Here we use gcc on *.o files. Why? gcc knows both how to compile C code, and how to link object files. So we invoke gcc on the object files instead of trying to directly invoke a linker ourselves.
This Makefile works, but we have repeated almost the same code for each *.o file. Is there a way to abstract this?
main: main.o factorial.o
gcc -o main main.o factorial.o
.SUFFIXES: .o .c
.c.o:
gcc -o $@ -c $<
This Makefile tells make that .o and .c are file extensions it should know about, and then defines a rule for turning any .c file into a .o file. The special value `$@` is the name of the output file. The special value `$<` is the depended-on file that caused this rule to be used (in this case, there is only one depended-on file, so it will always be that one). It turns out that C code is built with make so often, that this rule for turning .c files into .o files (well, an equivalent one) is defined internally in make, so we can just write:
main: main.o factorial.o
gcc -o $@ main.o factorial.o
What if the current system uses a different C compiler than gcc? No problem, make has a built-in value for that too:
main: main.o factorial.o
$(CC) -o $@ main.o factorial.o
== More preprocessor ==
One of the potential issues with using `#include` to bring in a header file is, what happens if a file you include also includes that header file? Because `#include` just pastes the content of any file at its location, the file would in that case be included twice, which could result in a compiler error or strange behaviour. To solve this, we use two more preprocessor features:
#ifndef _FACTORIAL_H
#define _FACTORIAL_H
int factorial(int n, int acc);
#endif
The `#define` directive defines a name and optionally a value to be substituted for that name. In this case, we're only interested in the name being defined, so we don't specify a value.

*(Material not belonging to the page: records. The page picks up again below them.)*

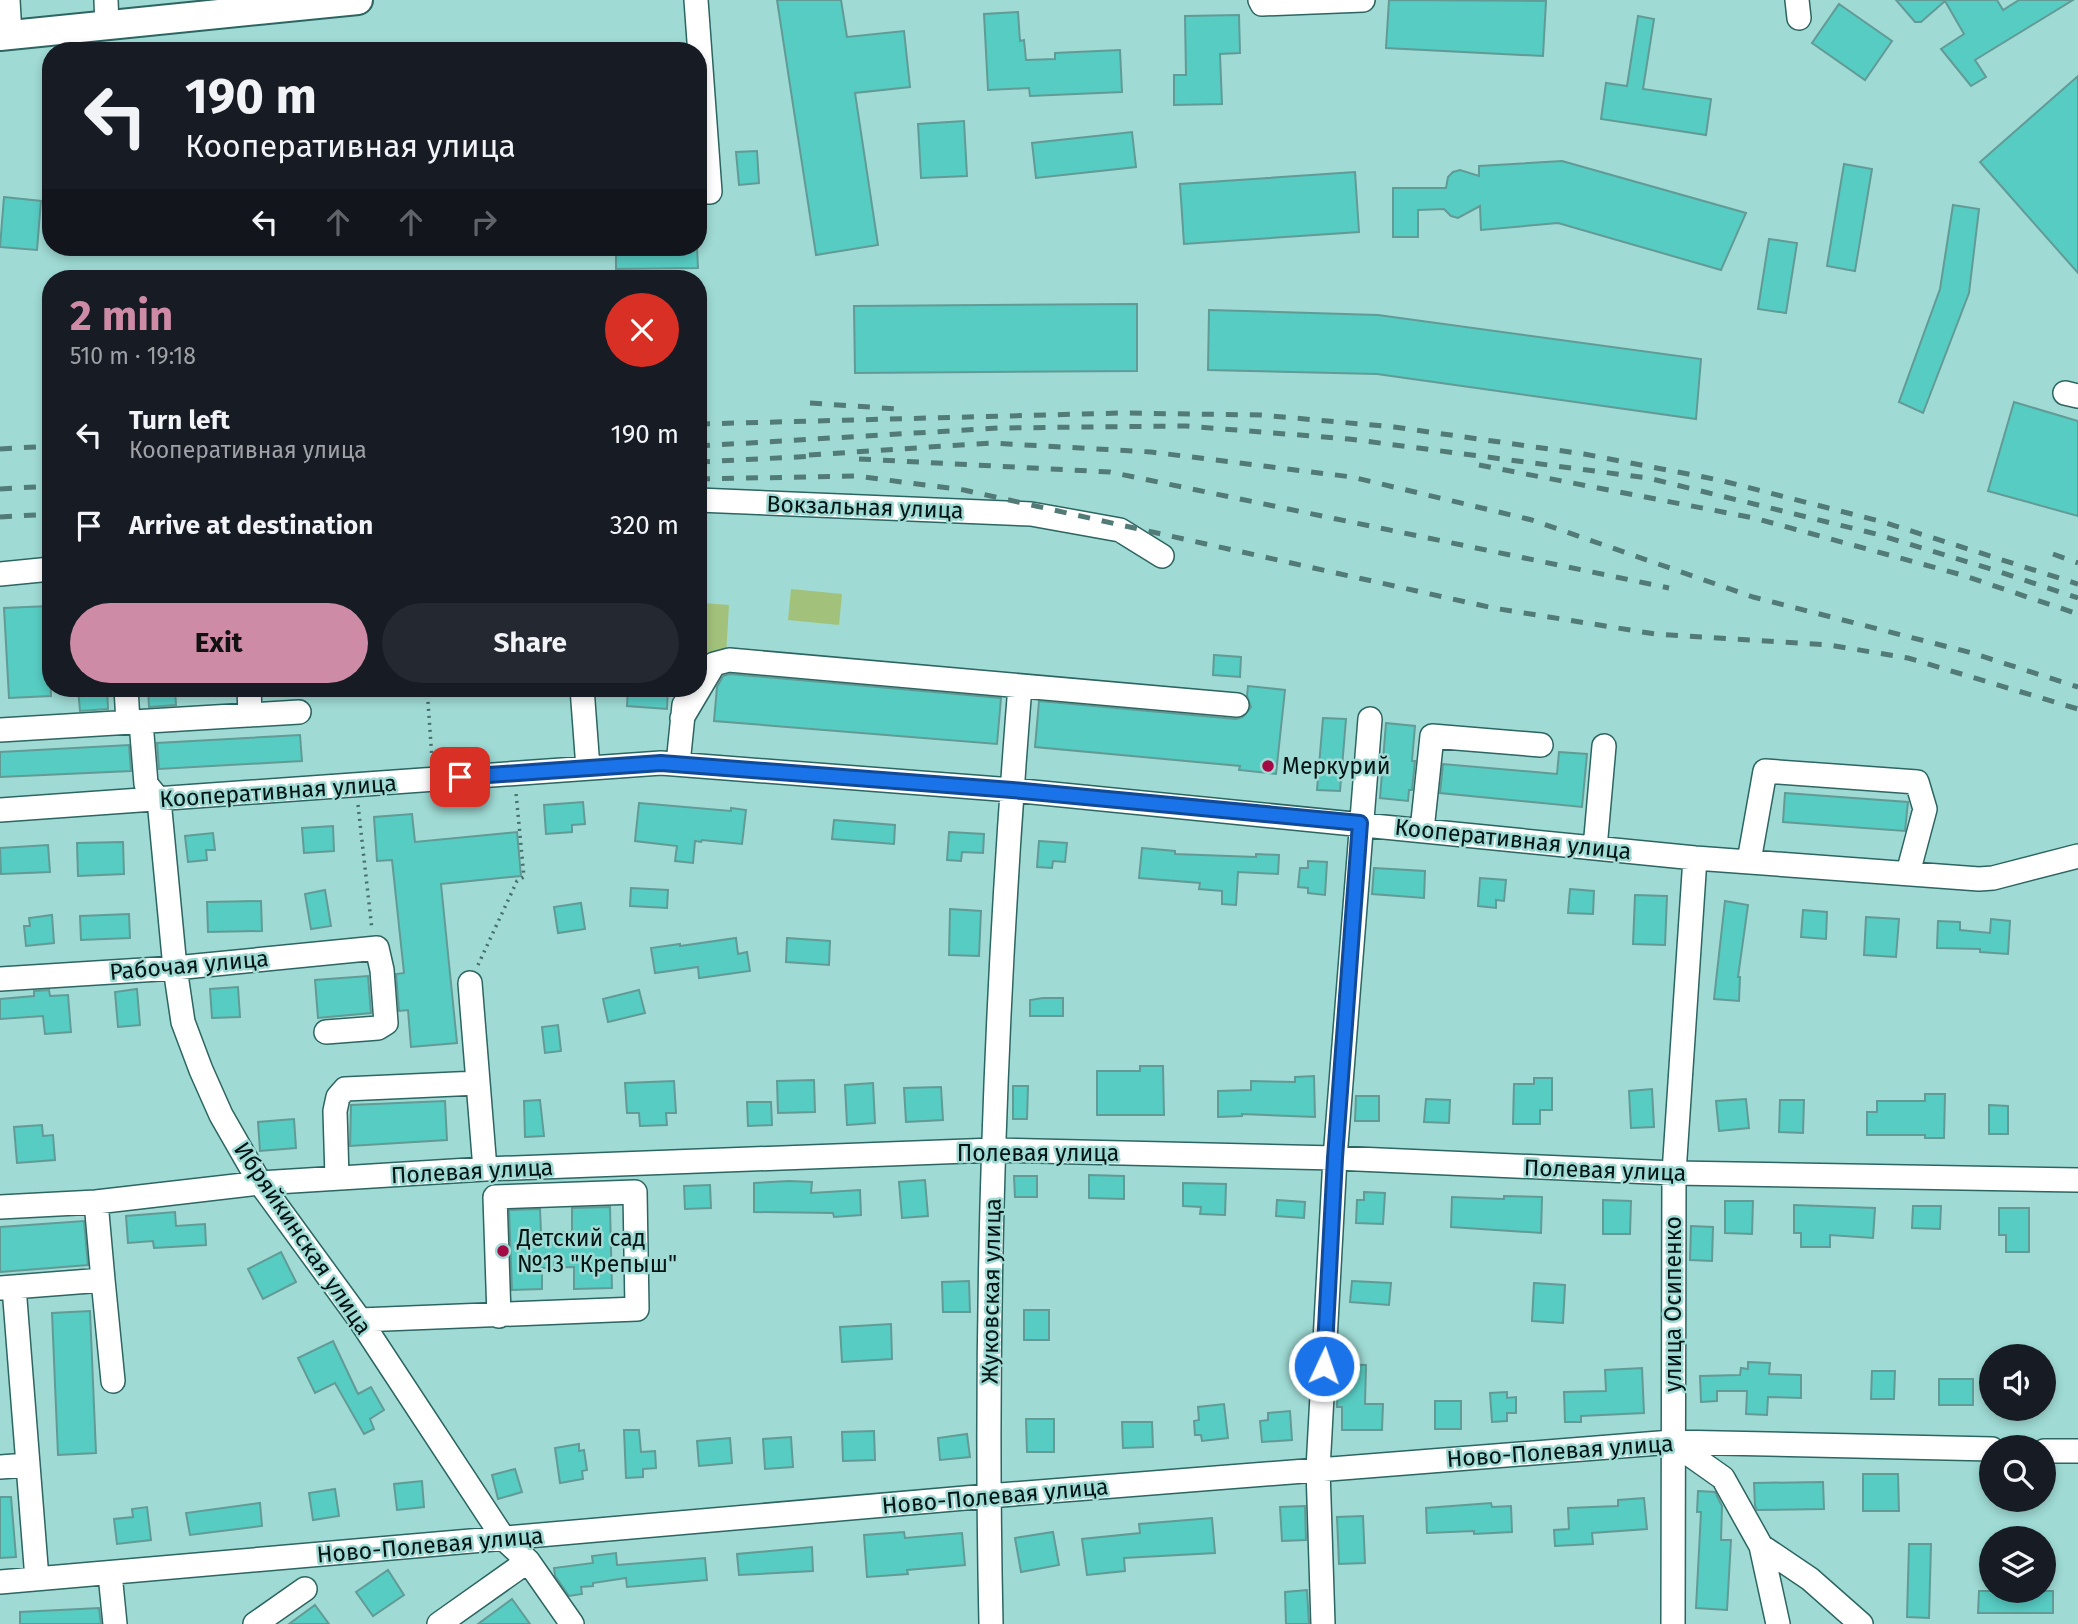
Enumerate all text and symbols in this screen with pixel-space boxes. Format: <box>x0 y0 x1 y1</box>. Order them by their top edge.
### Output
text: 190 m <box>185 67 317 126</box>
icon: left <box>70 70 161 161</box>
text: Кооперативная улица <box>185 127 516 165</box>
icon: left <box>246 203 284 241</box>
icon: ahead <box>319 203 357 241</box>
icon: ahead <box>392 203 430 241</box>
icon: right <box>465 203 503 241</box>
text: 2 min <box>70 291 173 341</box>
button: close <box>605 293 679 367</box>
text: 510 m · 19:18 <box>70 342 196 370</box>
text: Turn left <box>129 405 230 436</box>
icon: left <box>70 416 108 454</box>
text: 190 m <box>610 419 679 450</box>
text: Кооперативная улица <box>129 436 367 464</box>
street label: Вокзальная улица <box>766 490 964 524</box>
icon: arrive <box>70 507 108 545</box>
text: Arrive at destination <box>129 510 373 541</box>
text: 320 m <box>610 510 679 541</box>
button: Exit <box>70 603 368 683</box>
button: Share <box>382 603 679 683</box>
pin <box>430 747 490 807</box>
place label: Меркурий <box>1282 752 1391 780</box>
icon: arrive <box>441 758 479 796</box>
marker: Меркурий <box>1260 758 1276 774</box>
street label: Кооперативная улица <box>158 769 398 813</box>
street label: Кооперативная улица <box>1393 813 1633 865</box>
street label: Рабочая улица <box>108 944 270 986</box>
street label: Ибряйкинская улица <box>228 1136 378 1340</box>
street label: Полевая улица <box>957 1139 1119 1167</box>
street label: Полевая улица <box>390 1153 554 1189</box>
street label: Полевая улица <box>1523 1153 1687 1187</box>
street label: Жуковская улица <box>975 1198 1007 1384</box>
street label: улица Осипенко <box>1659 1216 1687 1392</box>
place label: Детский сад №13 "Крепыш" <box>516 1224 677 1278</box>
marker: Детский сад №13 "Крепыш" <box>495 1243 511 1259</box>
position arrow <box>1287 1329 1361 1403</box>
map controls <box>1979 1344 2056 1603</box>
button: sound <box>1979 1344 2056 1421</box>
street label: Ново-Полевая улица <box>1446 1429 1674 1473</box>
button: search <box>1979 1435 2056 1512</box>
street label: Ново-Полевая улица <box>881 1472 1109 1520</box>
street label: Ново-Полевая улица <box>316 1521 544 1569</box>
button: layers <box>1979 1526 2056 1603</box>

The `#ifndef` directive causes the text between it and the `#endif` to only end up in the output if the name specified is not defined. So, the first time the file is included it will keep the contents of the header file, but since we then define the name, it will not include the content on subsequent includes.
=== Macros ===
We can even define names for the preprocessor to expand that take parameters. These are called macros. For example, this:
#define ADD_TWO(n) (n + 2)
int main(int argc, char *argv[]) {
return ADD_TWO(5);
}
is the same as this:
int main(int argc, char *argv[]) {
return (5 + 2);
}
== Redo ==
Make is very well-suited to building C programs, but it lacks some features that would make it even more flexible. Another tool that we might use for the task is called `redo`. This tool's syntax is entirely that of a POSIX shell script, which is very useful, and in fact `redo` has an implementation written as a POSIX shell script that allows projects to be built on virtually any computer. The use of an existing programming language as syntax makes `redo` very flexible, but you do not need to be very familiar with POSIX shell to build a simple project.
`redo` does not have any built-in features specifically for building C, so we will create a file named default.o.do to build our *.o files:
redo-ifchange "$2.c"
gcc -o "$3" -c "$2.c"
First we instruct the `redo` system to only regenerate this output in the future if the gives files have changed. `$2` is the name of the current output, but without the file extension, so this is the appropriate C file. Then we simply invoke `gcc` as before. "$3" is the name of a temporary file that should be used for any output, unless your tool can produce output to standard output, in which case you may use standard output instead.
Then create a file named main.do to build our executable:
redo-ifchange main.o factorial.o
gcc -o "$3" main.o factorial.o
Now if you run `redo main` it will behave just as `make` did.